Stored items:
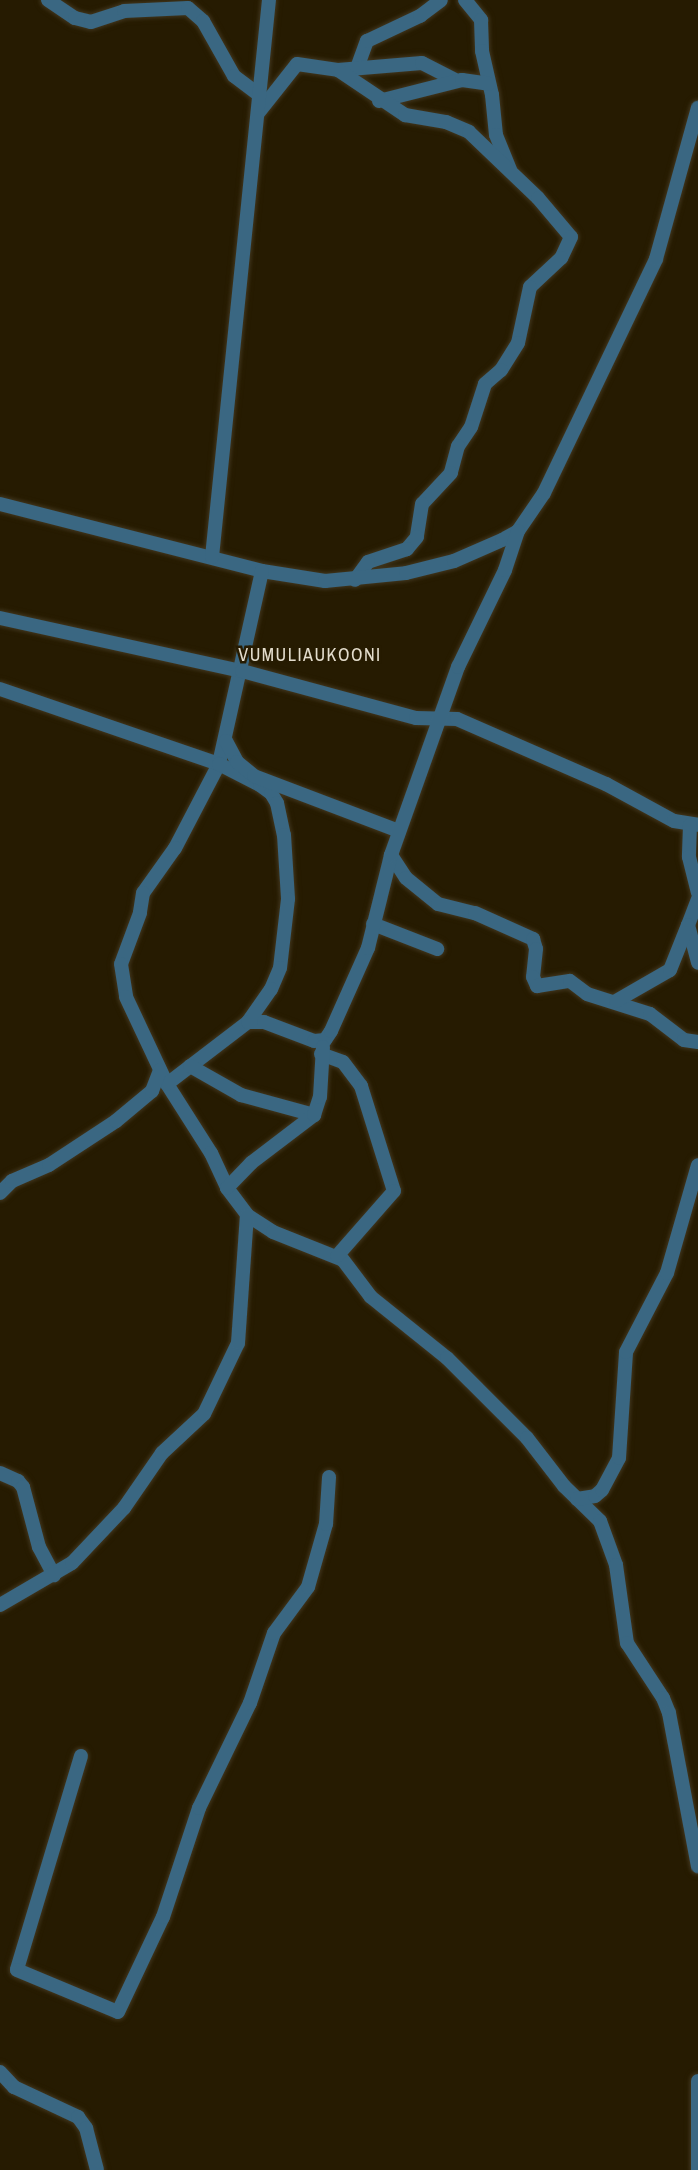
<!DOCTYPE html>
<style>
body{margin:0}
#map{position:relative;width:698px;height:2170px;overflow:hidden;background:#261b01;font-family:"Archivo Narrow",sans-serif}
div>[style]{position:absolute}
.roads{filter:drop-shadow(0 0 2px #41361e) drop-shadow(0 0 2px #41361e)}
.street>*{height:14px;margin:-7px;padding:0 7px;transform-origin:7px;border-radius:7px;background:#3a6782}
span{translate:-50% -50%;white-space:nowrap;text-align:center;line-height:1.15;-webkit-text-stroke:5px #261b01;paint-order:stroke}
.quarter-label{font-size:18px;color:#e4ddcd;letter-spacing:1.5px}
</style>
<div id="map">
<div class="roads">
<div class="street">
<i style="left:48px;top:0;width:32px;rotate:34deg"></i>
<i style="left:75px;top:18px;width:16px;rotate:14deg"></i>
<i style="left:91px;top:22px;width:35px;rotate:-18deg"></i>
<i style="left:124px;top:11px;width:64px;rotate:-2.7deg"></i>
<i style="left:188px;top:8px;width:20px;rotate:41deg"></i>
<i style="left:203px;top:21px;width:63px;rotate:60.6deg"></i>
<i style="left:234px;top:76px;width:34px;rotate:37deg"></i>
<i style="left:465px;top:0;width:26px;rotate:51deg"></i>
<i style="left:481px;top:20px;width:31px;rotate:88deg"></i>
<i style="left:482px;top:51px;width:45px;rotate:77.2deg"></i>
<i style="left:492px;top:95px;width:40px;rotate:84.3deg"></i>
<i style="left:496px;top:135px;width:38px;rotate:68deg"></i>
<i style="left:357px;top:68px;width:29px;rotate:-70deg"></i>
<i style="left:367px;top:41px;width:59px;rotate:-25.3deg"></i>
<i style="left:420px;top:16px;width:26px;rotate:-37deg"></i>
<i style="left:338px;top:70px;width:84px;rotate:-4.8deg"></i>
<i style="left:422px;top:63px;width:39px;rotate:27deg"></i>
<i style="left:379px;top:101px;width:86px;rotate:-14.2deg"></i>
<i style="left:462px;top:80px;width:27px;rotate:8deg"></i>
<i style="left:259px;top:112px;width:61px;rotate:-51.6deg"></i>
<i style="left:297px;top:64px;width:41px;rotate:8.3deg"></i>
<i style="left:338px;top:70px;width:81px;rotate:33.9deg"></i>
<i style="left:405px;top:115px;width:42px;rotate:9.7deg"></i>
<i style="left:446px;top:122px;width:25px;rotate:23deg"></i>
<i style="left:469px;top:132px;width:95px;rotate:43.7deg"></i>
<i style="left:538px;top:198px;width:51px;rotate:49.8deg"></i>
<i style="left:571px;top:237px;width:23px;rotate:115deg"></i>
<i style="left:561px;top:258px;width:42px;rotate:136.9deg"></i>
<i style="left:530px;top:287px;width:57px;rotate:102.1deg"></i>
<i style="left:518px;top:343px;width:32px;rotate:122deg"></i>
<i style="left:501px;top:370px;width:21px;rotate:139deg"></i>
<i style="left:485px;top:384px;width:45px;rotate:108deg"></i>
<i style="left:471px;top:427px;width:23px;rotate:124deg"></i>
<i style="left:458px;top:446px;width:28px;rotate:105deg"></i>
<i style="left:451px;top:473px;width:42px;rotate:133.1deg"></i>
<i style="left:422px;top:504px;width:33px;rotate:99deg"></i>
<i style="left:417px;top:537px;width:16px;rotate:130deg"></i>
<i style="left:407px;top:549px;width:41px;rotate:161.6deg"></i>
<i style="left:368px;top:562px;width:22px;rotate:126deg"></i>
<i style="left:0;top:504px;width:270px;rotate:14.3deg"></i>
<i style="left:262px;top:571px;width:64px;rotate:9deg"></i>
<i style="left:325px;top:581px;width:81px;rotate:-5.6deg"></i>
<i style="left:406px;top:573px;width:49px;rotate:-14deg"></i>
<i style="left:454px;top:561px;width:52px;rotate:-23.6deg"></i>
<i style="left:502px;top:540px;width:18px;rotate:-29deg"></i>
<i style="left:518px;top:531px;width:46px;rotate:-55.6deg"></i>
<i style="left:544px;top:493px;width:259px;rotate:-64.4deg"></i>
<i style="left:656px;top:259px;width:157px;rotate:-74.5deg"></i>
<i style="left:212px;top:557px;width:560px;rotate:-84.16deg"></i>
<i style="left:262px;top:571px;width:198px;rotate:102.6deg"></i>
<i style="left:219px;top:764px;width:95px;rotate:117.6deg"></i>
<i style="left:175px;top:848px;width:55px;rotate:125.4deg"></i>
<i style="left:143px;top:893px;width:20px;rotate:99deg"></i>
<i style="left:140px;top:913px;width:54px;rotate:110.4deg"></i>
<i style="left:121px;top:964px;width:33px;rotate:81deg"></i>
<i style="left:126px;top:997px;width:96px;rotate:64.8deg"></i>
<i style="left:167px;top:1084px;width:82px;rotate:57.5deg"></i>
<i style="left:211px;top:1153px;width:38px;rotate:65deg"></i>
<i style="left:227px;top:1188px;width:34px;rotate:53deg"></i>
<i style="left:247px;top:1215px;width:31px;rotate:33deg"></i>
<i style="left:273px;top:1232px;width:75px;rotate:21.8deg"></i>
<i style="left:343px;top:1260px;width:46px;rotate:52.9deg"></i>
<i style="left:371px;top:1297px;width:97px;rotate:38.8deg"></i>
<i style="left:447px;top:1358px;width:113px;rotate:45deg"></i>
<i style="left:527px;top:1438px;width:61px;rotate:52.4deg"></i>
<i style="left:564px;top:1486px;width:50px;rotate:44.2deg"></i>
<i style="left:600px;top:1521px;width:47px;rotate:70deg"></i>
<i style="left:616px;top:1565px;width:79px;rotate:82deg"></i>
<i style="left:627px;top:1643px;width:66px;rotate:56.8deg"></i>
<i style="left:663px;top:1698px;width:16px;rotate:68deg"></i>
<i style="left:669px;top:1713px;width:156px;rotate:79.3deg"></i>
<i style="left:0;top:618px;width:248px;rotate:12.4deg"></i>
<i style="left:242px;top:671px;width:180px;rotate:15.1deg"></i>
<i style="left:416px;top:718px;width:41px;rotate:1.4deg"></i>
<i style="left:457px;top:719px;width:163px;rotate:23.6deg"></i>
<i style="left:606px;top:784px;width:77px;rotate:28.6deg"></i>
<i style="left:674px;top:821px;width:24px;rotate:9deg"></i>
<i style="left:0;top:689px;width:231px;rotate:18.9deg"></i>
<i style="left:219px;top:764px;width:46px;rotate:27.1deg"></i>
<i style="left:260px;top:785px;width:14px;rotate:36deg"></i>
<i style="left:271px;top:793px;width:12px;rotate:59deg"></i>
<i style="left:277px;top:803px;width:33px;rotate:78deg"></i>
<i style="left:284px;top:835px;width:64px;rotate:86.4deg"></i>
<i style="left:288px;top:899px;width:69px;rotate:96.6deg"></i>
<i style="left:280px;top:968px;width:23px;rotate:113deg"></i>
<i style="left:271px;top:989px;width:40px;rotate:124.9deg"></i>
<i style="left:248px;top:1022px;width:102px;rotate:142.6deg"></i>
<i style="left:226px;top:741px;width:24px;rotate:62deg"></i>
<i style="left:237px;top:762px;width:22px;rotate:39deg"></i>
<i style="left:254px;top:776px;width:155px;rotate:20.8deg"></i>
<i style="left:690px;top:825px;width:32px;rotate:92deg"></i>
<i style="left:689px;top:857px;width:37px;rotate:76deg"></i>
<i style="left:391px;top:855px;width:27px;rotate:57deg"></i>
<i style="left:406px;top:878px;width:41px;rotate:39.1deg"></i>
<i style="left:438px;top:904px;width:38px;rotate:14deg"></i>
<i style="left:475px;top:913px;width:64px;rotate:24.1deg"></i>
<i style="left:533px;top:939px;width:10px;rotate:73deg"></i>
<i style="left:536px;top:949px;width:28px;rotate:96deg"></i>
<i style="left:533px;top:977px;width:10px;rotate:66deg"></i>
<i style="left:537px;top:986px;width:33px;rotate:-9deg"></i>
<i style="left:570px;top:981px;width:21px;rotate:37deg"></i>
<i style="left:587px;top:994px;width:66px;rotate:17.6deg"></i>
<i style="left:650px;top:1014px;width:43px;rotate:37.4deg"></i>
<i style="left:684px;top:1040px;width:14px;rotate:8deg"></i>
<i style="left:698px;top:899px;width:28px;rotate:111deg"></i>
<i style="left:688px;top:925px;width:39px;rotate:75deg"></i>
<i style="left:373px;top:924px;width:69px;rotate:21.3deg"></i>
<i style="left:616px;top:1001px;width:62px;rotate:-29.9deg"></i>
<i style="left:670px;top:970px;width:48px;rotate:-68.2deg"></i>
<i style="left:248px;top:1022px;width:16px"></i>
<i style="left:264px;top:1022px;width:53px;rotate:20.8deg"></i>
<i style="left:314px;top:1041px;width:11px;rotate:-5deg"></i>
<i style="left:325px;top:1040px;width:11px;rotate:-56deg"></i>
<i style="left:331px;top:1031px;width:91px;rotate:-66deg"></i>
<i style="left:368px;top:948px;width:96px;rotate:-76.1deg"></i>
<i style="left:391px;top:855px;width:200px;rotate:-70.4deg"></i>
<i style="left:458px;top:667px;width:108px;rotate:-64.1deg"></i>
<i style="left:505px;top:570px;width:41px;rotate:-71.6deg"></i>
<i style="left:321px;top:1054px;width:23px;rotate:20deg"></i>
<i style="left:343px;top:1062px;width:30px;rotate:53deg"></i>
<i style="left:361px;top:1086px;width:110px;rotate:72.6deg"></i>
<i style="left:394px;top:1191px;width:86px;rotate:131.2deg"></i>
<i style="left:190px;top:1066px;width:59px;rotate:29.6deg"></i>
<i style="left:241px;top:1095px;width:76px;rotate:15.3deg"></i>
<i style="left:227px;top:1188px;width:35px;rotate:-46deg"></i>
<i style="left:251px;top:1163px;width:79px;rotate:-37.3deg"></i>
<i style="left:314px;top:1115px;width:19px;rotate:-72deg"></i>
<i style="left:320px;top:1097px;width:50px;rotate:-86.6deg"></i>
<i style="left:0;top:1193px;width:17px;rotate:-45deg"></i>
<i style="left:12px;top:1181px;width:40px;rotate:-23.4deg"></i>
<i style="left:49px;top:1165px;width:80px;rotate:-33.3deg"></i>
<i style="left:116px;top:1121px;width:47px;rotate:-39.8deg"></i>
<i style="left:152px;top:1091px;width:22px;rotate:-69deg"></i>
<i style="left:0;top:1473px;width:20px;rotate:24deg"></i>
<i style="left:18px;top:1481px;width:8px;rotate:50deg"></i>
<i style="left:23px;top:1487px;width:62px;rotate:75.1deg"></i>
<i style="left:39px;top:1547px;width:32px;rotate:62deg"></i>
<i style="left:577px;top:1499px;width:18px;rotate:-9deg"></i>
<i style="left:595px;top:1496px;width:9px;rotate:-41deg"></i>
<i style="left:602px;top:1490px;width:36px;rotate:-62deg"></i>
<i style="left:619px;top:1458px;width:106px;rotate:-86.2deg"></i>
<i style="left:626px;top:1352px;width:89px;rotate:-62.6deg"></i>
<i style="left:667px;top:1273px;width:112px;rotate:-74deg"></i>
<i style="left:0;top:1605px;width:83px;rotate:-30.3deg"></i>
<i style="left:72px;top:1563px;width:76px;rotate:-46.6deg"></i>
<i style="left:124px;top:1508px;width:67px;rotate:-55.4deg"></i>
<i style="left:162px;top:1453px;width:57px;rotate:-42.9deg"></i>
<i style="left:204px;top:1414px;width:79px;rotate:-64.4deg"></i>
<i style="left:238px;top:1343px;width:128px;rotate:-86deg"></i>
<i style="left:81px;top:1756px;width:223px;rotate:106.7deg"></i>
<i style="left:17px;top:1970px;width:109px;rotate:22.6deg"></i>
<i style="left:118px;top:2012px;width:105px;rotate:-64.7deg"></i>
<i style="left:163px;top:1917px;width:115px;rotate:-71.7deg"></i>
<i style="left:199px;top:1808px;width:117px;rotate:-64.1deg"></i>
<i style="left:250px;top:1703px;width:74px;rotate:-71.1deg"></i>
<i style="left:274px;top:1633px;width:57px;rotate:-53.5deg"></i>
<i style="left:308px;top:1587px;width:66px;rotate:-74.1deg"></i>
<i style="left:326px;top:1524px;width:47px;rotate:-86.3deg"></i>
<i style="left:0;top:2072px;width:21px;rotate:47deg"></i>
<i style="left:14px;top:2087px;width:71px;rotate:25.1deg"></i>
<i style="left:78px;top:2117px;width:14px;rotate:54deg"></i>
<i style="left:86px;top:2128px;width:43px;rotate:75.3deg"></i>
<i style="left:698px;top:2170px;width:89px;rotate:-90deg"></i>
</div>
</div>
<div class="quarter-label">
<span style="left:310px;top:655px">VUMULIAUKOONI</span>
</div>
</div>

*Task item*
Produce the lines from the first line of the entries through the line that contains "2px #41361e) drop-shadow(0", exactly, leaving the pictures behind.

*Solution to this problem*
<!DOCTYPE html>
<style>
body{margin:0}
#map{position:relative;width:698px;height:2170px;overflow:hidden;background:#261b01;font-family:"Archivo Narrow",sans-serif}
div>[style]{position:absolute}
.roads{filter:drop-shadow(0 0 2px #41361e) drop-shadow(0 0 2px #41361e)}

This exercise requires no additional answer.